── Data for review

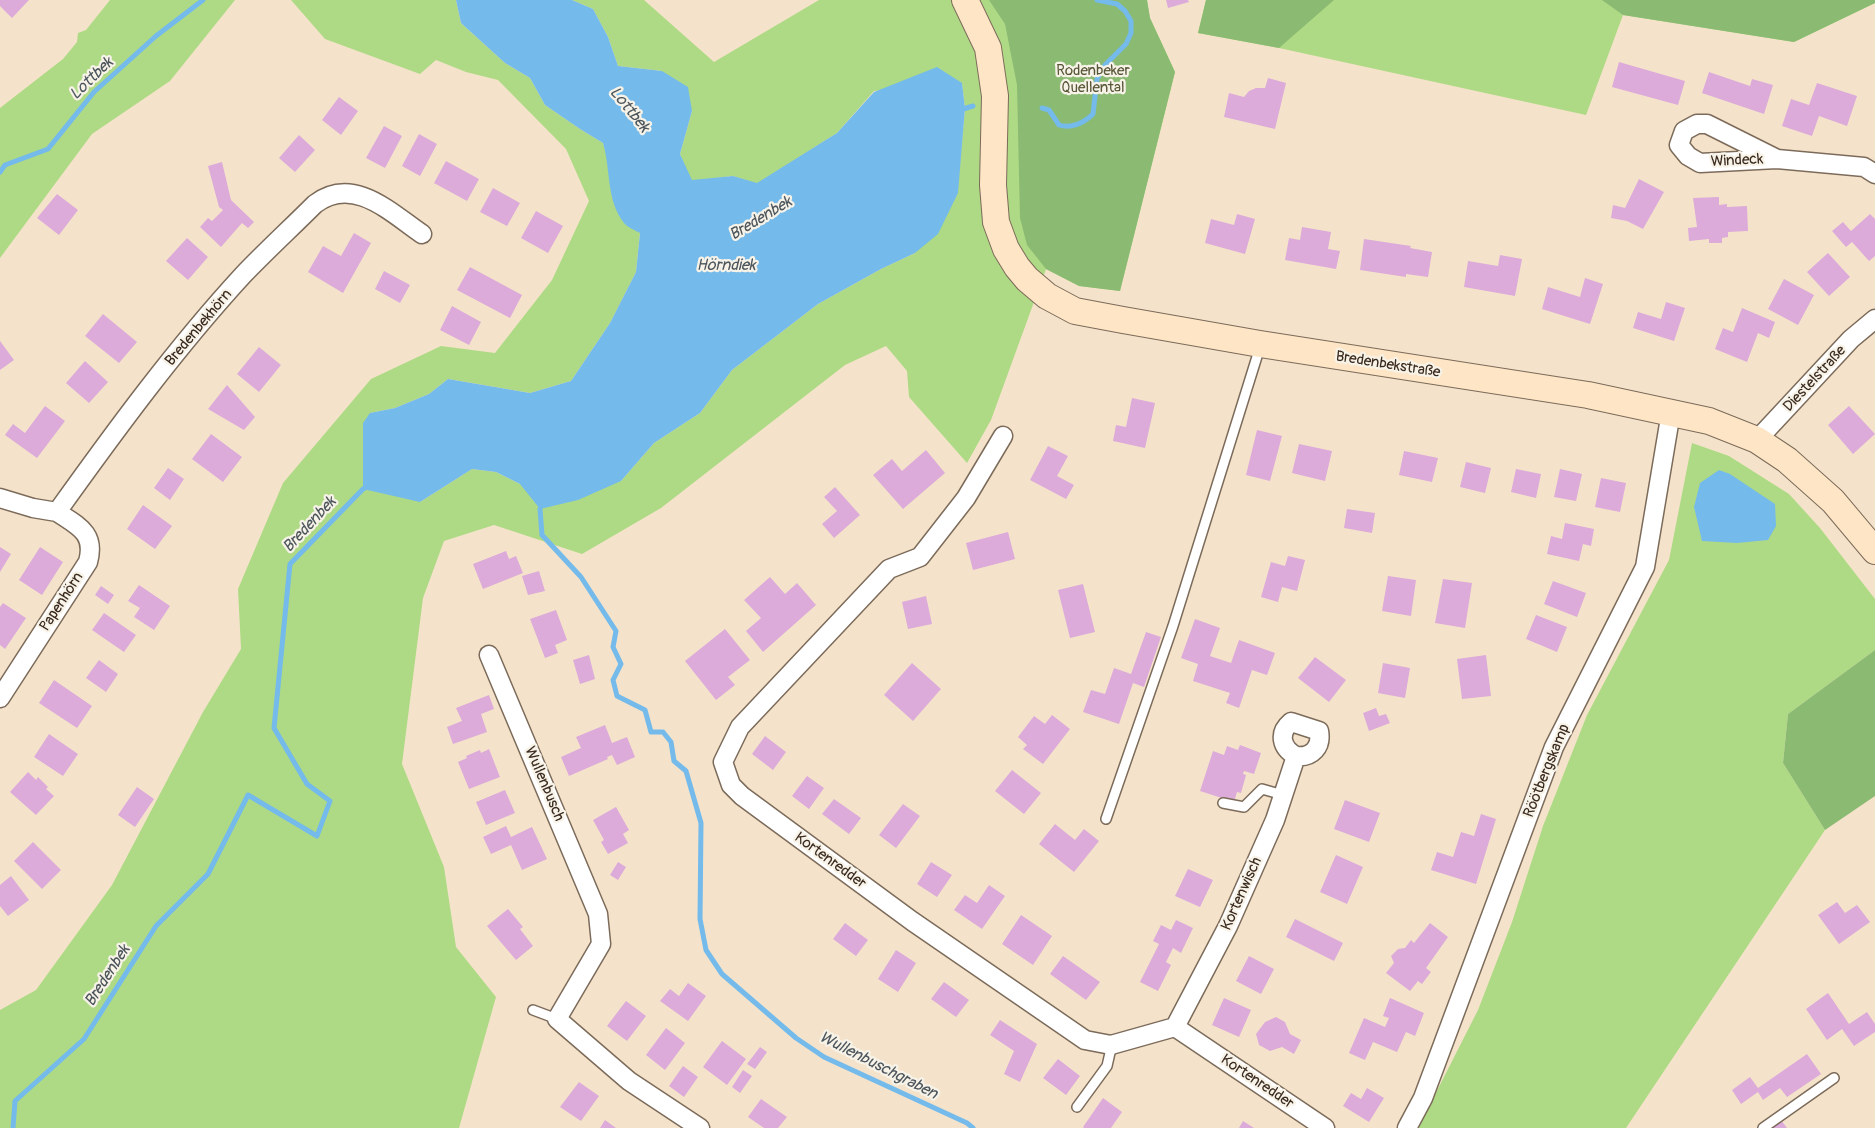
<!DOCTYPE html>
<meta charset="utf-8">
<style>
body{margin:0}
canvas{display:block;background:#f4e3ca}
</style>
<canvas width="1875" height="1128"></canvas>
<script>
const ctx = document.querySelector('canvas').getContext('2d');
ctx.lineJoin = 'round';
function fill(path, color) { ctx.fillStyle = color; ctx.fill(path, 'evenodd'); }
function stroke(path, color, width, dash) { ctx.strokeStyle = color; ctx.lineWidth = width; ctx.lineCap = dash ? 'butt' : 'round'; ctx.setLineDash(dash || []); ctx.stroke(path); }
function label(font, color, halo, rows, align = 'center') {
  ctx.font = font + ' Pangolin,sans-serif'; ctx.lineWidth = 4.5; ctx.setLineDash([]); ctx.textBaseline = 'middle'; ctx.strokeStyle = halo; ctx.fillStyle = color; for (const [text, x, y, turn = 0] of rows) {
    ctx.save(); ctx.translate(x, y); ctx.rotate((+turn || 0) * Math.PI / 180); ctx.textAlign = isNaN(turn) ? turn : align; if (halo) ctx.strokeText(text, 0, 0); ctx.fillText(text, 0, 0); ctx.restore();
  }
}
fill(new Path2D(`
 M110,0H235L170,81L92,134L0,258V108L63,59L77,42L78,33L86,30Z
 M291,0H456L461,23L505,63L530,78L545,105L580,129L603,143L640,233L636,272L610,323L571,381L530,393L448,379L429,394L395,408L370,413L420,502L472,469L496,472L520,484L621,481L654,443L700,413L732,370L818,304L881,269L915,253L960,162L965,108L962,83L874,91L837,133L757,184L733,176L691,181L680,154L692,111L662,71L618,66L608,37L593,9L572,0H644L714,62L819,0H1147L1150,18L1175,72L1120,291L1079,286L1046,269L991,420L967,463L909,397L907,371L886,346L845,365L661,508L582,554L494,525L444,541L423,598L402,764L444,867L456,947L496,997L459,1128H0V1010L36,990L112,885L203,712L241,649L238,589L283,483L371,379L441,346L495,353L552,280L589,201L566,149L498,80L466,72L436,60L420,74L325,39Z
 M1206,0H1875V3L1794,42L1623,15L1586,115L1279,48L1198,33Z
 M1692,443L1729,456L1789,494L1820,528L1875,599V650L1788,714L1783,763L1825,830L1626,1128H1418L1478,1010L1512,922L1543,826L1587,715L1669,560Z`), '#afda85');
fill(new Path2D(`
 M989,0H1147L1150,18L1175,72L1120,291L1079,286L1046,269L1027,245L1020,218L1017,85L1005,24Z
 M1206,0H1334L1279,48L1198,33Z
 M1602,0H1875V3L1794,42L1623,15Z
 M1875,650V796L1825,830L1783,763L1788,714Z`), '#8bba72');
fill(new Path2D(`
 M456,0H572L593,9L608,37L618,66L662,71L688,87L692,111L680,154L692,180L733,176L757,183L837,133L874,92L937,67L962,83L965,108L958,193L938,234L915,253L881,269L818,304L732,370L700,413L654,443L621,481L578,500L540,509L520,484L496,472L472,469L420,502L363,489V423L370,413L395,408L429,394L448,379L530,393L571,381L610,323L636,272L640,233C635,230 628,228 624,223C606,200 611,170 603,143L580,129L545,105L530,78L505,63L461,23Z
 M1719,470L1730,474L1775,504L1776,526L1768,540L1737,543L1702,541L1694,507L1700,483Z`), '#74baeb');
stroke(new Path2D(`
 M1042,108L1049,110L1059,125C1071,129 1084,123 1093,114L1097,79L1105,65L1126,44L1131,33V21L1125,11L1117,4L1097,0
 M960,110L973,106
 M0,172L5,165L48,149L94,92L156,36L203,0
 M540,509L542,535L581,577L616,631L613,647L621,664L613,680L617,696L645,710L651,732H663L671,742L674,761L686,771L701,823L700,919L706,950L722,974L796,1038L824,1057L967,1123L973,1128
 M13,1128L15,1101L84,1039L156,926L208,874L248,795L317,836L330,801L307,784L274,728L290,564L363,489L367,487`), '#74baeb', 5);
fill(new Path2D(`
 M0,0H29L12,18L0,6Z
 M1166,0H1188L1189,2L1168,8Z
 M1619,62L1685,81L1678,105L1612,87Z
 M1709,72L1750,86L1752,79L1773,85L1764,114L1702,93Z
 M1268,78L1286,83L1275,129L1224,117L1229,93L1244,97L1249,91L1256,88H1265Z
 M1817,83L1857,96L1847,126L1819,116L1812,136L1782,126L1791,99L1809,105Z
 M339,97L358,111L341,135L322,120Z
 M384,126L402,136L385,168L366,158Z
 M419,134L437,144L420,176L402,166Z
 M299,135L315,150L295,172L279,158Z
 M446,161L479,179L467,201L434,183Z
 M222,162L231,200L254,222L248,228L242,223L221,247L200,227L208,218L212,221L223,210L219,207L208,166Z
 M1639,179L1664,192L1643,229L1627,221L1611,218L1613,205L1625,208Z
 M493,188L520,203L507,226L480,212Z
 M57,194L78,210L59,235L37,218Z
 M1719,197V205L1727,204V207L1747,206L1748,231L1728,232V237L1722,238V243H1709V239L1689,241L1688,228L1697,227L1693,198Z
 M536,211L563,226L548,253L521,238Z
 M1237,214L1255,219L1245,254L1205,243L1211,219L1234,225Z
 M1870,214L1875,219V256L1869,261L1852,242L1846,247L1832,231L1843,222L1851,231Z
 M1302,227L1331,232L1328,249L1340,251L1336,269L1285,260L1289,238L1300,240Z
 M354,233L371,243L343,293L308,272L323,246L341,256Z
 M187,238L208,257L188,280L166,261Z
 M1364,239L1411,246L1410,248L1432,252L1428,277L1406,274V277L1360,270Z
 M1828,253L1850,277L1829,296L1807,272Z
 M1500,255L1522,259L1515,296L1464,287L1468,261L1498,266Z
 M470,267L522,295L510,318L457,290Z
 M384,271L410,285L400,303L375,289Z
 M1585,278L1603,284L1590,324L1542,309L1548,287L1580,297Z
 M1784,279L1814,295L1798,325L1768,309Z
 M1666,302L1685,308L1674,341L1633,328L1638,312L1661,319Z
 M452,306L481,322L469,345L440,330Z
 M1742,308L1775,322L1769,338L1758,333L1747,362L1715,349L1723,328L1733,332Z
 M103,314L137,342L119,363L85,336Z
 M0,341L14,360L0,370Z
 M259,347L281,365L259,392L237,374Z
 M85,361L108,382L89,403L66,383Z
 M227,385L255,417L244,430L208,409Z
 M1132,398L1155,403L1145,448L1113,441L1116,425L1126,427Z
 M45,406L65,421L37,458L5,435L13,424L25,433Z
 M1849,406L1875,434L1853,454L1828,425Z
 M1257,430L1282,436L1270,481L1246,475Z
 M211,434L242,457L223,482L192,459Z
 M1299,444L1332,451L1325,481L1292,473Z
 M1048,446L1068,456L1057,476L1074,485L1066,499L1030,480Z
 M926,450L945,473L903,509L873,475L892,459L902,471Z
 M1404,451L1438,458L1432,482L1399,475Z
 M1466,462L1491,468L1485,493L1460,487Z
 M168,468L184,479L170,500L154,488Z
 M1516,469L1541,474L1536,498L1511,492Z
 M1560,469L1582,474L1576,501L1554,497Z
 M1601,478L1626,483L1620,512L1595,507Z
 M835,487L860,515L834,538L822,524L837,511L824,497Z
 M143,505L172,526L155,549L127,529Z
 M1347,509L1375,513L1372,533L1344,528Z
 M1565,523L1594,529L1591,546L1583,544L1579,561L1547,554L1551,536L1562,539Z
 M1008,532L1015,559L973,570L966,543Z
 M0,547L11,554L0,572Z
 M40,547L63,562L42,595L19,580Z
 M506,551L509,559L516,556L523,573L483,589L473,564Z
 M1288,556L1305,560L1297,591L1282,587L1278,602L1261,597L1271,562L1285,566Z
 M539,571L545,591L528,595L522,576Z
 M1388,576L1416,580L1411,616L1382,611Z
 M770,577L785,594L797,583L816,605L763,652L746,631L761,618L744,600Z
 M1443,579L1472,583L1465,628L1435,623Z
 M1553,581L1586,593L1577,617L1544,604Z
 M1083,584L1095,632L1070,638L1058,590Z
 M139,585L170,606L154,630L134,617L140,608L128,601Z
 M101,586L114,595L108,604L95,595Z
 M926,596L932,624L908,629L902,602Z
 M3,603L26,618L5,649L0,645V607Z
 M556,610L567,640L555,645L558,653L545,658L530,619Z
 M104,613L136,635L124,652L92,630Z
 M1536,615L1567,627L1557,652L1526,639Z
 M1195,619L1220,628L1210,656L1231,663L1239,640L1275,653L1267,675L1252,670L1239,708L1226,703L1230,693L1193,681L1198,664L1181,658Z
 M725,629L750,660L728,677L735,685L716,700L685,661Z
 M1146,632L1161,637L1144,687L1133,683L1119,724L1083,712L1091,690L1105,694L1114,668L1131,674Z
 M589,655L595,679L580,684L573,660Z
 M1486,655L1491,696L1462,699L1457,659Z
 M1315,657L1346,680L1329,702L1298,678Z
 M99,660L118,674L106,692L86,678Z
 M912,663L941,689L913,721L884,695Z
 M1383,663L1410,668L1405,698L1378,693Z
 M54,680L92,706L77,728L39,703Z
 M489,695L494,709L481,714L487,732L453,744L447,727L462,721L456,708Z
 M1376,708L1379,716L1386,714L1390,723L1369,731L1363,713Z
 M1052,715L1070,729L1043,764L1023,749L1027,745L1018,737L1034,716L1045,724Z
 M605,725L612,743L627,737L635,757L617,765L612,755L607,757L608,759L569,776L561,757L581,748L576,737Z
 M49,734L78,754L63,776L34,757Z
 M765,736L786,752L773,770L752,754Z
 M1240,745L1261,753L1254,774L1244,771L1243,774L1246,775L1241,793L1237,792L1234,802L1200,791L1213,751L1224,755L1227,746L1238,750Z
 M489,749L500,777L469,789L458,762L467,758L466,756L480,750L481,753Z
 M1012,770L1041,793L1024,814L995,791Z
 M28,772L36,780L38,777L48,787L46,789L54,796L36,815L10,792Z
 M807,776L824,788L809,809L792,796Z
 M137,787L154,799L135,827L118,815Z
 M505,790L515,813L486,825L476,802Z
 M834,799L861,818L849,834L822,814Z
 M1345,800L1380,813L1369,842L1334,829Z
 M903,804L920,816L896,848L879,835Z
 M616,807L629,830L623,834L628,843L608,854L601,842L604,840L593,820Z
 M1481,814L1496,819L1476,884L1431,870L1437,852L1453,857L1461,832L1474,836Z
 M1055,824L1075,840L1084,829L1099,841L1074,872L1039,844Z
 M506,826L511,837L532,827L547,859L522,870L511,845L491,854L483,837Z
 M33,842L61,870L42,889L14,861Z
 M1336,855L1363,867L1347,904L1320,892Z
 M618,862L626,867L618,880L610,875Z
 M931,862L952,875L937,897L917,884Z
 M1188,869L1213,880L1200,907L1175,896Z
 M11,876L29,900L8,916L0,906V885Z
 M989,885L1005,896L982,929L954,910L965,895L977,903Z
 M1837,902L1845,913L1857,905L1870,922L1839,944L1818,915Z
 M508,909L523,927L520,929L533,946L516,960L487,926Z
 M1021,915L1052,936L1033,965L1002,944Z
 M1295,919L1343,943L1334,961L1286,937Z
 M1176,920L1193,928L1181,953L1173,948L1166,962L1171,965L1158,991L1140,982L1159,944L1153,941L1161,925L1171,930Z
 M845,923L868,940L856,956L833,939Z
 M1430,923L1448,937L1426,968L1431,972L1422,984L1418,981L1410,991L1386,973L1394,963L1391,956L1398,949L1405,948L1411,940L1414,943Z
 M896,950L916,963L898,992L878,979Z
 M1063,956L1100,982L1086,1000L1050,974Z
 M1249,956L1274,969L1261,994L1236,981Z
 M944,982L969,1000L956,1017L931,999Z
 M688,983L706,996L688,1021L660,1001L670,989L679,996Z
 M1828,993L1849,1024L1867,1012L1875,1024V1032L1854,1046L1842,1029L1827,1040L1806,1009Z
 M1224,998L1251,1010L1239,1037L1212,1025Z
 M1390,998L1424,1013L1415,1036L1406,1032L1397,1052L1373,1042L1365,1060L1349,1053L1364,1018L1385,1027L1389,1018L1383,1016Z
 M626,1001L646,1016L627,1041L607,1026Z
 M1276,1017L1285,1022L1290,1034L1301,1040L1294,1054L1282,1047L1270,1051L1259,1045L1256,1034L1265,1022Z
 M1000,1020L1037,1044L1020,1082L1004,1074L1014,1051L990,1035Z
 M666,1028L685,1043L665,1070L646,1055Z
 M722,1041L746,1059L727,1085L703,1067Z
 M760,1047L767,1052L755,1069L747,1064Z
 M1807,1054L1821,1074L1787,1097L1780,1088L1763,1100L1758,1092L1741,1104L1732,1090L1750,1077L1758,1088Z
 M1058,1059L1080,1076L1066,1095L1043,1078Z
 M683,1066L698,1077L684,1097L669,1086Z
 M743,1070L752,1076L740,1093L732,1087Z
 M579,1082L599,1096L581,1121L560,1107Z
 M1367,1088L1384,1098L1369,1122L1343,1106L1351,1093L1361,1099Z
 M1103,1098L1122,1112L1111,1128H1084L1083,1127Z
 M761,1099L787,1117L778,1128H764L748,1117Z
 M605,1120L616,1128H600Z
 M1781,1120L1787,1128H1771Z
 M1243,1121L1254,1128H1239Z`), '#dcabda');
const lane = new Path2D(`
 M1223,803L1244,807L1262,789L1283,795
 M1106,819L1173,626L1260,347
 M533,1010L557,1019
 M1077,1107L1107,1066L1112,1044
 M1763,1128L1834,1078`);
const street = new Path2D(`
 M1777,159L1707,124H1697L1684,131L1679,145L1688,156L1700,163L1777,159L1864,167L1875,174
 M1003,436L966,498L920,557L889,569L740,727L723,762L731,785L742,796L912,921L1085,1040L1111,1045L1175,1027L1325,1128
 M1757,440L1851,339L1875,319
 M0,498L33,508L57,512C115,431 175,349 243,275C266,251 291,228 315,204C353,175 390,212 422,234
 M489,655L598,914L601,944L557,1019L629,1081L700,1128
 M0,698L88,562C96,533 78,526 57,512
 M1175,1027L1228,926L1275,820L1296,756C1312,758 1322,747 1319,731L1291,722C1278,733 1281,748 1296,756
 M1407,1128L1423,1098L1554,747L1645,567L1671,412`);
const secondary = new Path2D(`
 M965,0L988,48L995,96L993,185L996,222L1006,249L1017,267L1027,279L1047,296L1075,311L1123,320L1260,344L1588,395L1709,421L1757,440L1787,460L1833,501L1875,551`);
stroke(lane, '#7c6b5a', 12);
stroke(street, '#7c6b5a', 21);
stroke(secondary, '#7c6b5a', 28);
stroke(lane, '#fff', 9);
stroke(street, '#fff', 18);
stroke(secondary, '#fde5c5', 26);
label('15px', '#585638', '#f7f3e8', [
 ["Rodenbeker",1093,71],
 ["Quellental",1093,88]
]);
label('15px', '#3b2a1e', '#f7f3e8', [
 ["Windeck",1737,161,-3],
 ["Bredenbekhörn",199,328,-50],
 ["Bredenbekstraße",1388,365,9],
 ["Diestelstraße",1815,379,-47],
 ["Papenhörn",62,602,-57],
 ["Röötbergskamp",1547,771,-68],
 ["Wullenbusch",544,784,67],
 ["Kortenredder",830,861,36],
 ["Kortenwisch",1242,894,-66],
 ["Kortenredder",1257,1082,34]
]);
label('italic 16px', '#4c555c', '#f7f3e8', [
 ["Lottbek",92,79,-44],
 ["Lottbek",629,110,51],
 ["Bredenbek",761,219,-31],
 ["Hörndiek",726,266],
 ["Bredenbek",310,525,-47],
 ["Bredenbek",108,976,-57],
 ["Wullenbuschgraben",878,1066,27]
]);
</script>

────

▸ Exercise: With all pictures left out, please transcribe exactly the lines from the start of the material through the line with "M1206,0H1875V3L1794,42L1623,15L1586,115L1279,48L1198,33Z".

▸ The answer:
<!DOCTYPE html>
<meta charset="utf-8">
<style>
body{margin:0}
canvas{display:block;background:#f4e3ca}
</style>
<canvas width="1875" height="1128"></canvas>
<script>
const ctx = document.querySelector('canvas').getContext('2d');
ctx.lineJoin = 'round';
function fill(path, color) { ctx.fillStyle = color; ctx.fill(path, 'evenodd'); }
function stroke(path, color, width, dash) { ctx.strokeStyle = color; ctx.lineWidth = width; ctx.lineCap = dash ? 'butt' : 'round'; ctx.setLineDash(dash || []); ctx.stroke(path); }
function label(font, color, halo, rows, align = 'center') {
  ctx.font = font + ' Pangolin,sans-serif'; ctx.lineWidth = 4.5; ctx.setLineDash([]); ctx.textBaseline = 'middle'; ctx.strokeStyle = halo; ctx.fillStyle = color; for (const [text, x, y, turn = 0] of rows) {
    ctx.save(); ctx.translate(x, y); ctx.rotate((+turn || 0) * Math.PI / 180); ctx.textAlign = isNaN(turn) ? turn : align; if (halo) ctx.strokeText(text, 0, 0); ctx.fillText(text, 0, 0); ctx.restore();
  }
}
fill(new Path2D(`
 M110,0H235L170,81L92,134L0,258V108L63,59L77,42L78,33L86,30Z
 M291,0H456L461,23L505,63L530,78L545,105L580,129L603,143L640,233L636,272L610,323L571,381L530,393L448,379L429,394L395,408L370,413L420,502L472,469L496,472L520,484L621,481L654,443L700,413L732,370L818,304L881,269L915,253L960,162L965,108L962,83L874,91L837,133L757,184L733,176L691,181L680,154L692,111L662,71L618,66L608,37L593,9L572,0H644L714,62L819,0H1147L1150,18L1175,72L1120,291L1079,286L1046,269L991,420L967,463L909,397L907,371L886,346L845,365L661,508L582,554L494,525L444,541L423,598L402,764L444,867L456,947L496,997L459,1128H0V1010L36,990L112,885L203,712L241,649L238,589L283,483L371,379L441,346L495,353L552,280L589,201L566,149L498,80L466,72L436,60L420,74L325,39Z
 M1206,0H1875V3L1794,42L1623,15L1586,115L1279,48L1198,33Z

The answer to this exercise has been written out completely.